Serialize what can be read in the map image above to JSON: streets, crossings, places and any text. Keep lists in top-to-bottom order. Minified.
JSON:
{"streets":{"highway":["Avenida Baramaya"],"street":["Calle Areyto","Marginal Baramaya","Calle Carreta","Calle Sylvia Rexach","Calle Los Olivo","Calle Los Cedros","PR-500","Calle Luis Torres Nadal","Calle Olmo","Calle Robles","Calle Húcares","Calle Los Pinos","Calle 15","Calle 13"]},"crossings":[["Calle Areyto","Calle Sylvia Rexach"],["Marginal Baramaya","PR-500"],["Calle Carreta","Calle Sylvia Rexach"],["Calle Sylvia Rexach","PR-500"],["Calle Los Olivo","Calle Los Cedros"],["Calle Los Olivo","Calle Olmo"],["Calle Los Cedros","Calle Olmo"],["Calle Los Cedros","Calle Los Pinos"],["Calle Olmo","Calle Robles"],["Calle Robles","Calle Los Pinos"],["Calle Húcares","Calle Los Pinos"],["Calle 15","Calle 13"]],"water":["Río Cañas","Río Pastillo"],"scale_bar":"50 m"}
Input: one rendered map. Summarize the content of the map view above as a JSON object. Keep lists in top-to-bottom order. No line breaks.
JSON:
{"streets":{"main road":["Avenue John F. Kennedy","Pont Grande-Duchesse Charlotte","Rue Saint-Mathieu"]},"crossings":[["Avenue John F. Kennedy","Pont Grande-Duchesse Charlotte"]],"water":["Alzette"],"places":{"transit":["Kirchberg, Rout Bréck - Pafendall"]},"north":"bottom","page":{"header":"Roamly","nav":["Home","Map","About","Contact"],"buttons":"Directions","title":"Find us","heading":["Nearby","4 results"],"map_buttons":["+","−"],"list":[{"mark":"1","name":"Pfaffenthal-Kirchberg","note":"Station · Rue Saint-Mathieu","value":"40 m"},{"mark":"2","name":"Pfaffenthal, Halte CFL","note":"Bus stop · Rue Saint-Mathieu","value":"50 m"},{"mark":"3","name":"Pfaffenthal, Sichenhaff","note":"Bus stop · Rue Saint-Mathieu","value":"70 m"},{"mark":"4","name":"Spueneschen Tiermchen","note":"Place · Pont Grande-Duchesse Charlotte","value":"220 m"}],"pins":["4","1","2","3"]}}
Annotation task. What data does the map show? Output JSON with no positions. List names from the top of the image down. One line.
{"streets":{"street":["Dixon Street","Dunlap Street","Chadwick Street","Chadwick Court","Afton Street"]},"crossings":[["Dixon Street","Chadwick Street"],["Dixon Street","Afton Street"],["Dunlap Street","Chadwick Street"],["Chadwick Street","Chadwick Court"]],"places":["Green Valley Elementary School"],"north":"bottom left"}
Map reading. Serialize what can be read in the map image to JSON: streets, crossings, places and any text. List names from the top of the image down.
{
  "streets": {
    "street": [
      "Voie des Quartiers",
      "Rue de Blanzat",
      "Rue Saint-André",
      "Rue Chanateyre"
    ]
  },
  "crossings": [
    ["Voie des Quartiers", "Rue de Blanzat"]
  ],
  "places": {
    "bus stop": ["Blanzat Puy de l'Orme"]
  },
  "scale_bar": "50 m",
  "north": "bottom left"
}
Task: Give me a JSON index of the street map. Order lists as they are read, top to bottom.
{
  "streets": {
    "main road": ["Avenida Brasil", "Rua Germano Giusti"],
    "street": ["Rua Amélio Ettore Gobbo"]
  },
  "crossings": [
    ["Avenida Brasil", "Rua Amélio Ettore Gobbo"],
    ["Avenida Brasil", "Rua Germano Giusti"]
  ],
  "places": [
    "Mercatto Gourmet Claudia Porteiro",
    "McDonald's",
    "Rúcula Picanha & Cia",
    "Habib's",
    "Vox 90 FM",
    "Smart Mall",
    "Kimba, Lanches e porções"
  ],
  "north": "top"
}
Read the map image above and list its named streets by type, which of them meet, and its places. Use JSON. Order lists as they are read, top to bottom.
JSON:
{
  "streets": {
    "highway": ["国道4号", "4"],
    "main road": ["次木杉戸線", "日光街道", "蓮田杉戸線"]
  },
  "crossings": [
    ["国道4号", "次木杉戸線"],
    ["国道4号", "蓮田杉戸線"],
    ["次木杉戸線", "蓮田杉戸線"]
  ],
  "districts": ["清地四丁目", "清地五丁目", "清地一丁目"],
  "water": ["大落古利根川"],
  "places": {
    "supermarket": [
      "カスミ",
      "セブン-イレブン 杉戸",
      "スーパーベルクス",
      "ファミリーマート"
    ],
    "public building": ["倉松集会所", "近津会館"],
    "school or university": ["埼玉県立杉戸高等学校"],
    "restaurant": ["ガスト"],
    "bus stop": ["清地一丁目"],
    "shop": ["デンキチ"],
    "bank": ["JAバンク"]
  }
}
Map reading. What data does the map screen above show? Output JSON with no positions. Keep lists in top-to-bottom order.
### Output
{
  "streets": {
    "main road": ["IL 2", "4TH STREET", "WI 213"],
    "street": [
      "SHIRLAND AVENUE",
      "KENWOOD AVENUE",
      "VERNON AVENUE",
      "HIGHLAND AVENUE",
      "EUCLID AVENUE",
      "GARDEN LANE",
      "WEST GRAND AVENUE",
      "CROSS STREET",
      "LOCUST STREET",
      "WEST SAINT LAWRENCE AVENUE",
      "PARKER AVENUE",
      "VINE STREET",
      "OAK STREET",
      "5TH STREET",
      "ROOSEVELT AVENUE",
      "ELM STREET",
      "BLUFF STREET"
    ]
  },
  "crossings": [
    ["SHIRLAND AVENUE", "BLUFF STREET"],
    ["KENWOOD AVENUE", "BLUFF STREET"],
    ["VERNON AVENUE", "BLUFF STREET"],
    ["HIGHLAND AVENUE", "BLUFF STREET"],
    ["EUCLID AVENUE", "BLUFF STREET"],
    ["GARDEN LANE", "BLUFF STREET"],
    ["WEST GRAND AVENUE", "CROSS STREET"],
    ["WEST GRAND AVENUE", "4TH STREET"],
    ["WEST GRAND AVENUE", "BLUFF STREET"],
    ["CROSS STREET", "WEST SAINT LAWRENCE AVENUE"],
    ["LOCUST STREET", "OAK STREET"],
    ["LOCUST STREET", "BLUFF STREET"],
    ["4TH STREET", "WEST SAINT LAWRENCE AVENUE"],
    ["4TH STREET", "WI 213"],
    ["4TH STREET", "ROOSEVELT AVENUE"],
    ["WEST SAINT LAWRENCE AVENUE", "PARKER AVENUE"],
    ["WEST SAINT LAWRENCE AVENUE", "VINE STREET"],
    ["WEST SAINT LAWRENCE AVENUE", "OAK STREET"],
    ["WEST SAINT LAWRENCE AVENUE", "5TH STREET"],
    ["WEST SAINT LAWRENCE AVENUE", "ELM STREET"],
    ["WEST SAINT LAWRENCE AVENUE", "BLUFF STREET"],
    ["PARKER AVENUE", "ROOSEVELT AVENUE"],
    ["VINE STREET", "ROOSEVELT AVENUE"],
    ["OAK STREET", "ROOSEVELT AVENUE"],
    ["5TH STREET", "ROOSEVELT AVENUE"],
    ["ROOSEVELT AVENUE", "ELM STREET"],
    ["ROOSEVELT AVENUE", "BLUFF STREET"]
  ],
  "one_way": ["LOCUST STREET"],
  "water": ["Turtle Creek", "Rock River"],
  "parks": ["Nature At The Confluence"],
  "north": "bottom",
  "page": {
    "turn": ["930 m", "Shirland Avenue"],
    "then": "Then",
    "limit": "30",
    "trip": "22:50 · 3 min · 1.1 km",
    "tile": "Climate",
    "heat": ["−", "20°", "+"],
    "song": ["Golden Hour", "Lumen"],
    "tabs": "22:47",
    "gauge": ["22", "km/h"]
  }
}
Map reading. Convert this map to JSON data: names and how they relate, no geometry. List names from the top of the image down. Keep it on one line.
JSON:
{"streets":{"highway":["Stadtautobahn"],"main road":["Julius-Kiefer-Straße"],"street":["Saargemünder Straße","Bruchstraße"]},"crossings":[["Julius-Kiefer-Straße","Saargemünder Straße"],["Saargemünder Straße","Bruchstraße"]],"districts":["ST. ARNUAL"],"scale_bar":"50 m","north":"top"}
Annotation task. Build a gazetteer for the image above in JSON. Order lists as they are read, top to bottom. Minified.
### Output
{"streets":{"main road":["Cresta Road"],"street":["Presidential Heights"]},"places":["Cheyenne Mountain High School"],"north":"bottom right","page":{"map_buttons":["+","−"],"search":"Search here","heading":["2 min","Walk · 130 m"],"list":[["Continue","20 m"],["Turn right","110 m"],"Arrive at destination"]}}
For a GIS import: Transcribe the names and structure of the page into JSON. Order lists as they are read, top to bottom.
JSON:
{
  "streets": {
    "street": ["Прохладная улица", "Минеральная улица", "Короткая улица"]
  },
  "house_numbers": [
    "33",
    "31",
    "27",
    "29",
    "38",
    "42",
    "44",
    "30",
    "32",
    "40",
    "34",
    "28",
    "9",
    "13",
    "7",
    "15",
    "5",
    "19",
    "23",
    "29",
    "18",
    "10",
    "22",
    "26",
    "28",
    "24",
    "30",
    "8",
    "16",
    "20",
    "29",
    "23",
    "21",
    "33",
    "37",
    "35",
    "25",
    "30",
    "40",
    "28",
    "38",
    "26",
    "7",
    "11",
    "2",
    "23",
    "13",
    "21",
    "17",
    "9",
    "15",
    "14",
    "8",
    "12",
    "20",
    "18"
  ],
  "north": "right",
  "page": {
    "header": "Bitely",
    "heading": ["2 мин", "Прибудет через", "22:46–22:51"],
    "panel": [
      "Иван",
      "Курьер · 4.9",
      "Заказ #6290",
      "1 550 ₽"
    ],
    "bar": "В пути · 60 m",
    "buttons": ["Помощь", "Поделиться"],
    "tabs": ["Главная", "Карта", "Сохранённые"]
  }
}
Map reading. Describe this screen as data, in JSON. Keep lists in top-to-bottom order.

=======

- _WORK TASK_:
Look through the entries above, find each line containing "Keep", and copy it.

- _SOLUTION TO THIS EXERCISE_:
Serialize what can be read in the map image above to JSON: streets, crossings, places and any text. Keep lists in top-to-bottom order. Minified.
Input: one rendered map. Summarize the content of the map view above as a JSON object. Keep lists in top-to-bottom order. No line breaks.
Map reading. What data does the map screen above show? Output JSON with no positions. Keep lists in top-to-bottom order.
Map reading. Convert this map to JSON data: names and how they relate, no geometry. List names from the top of the image down. Keep it on one line.
Map reading. Describe this screen as data, in JSON. Keep lists in top-to-bottom order.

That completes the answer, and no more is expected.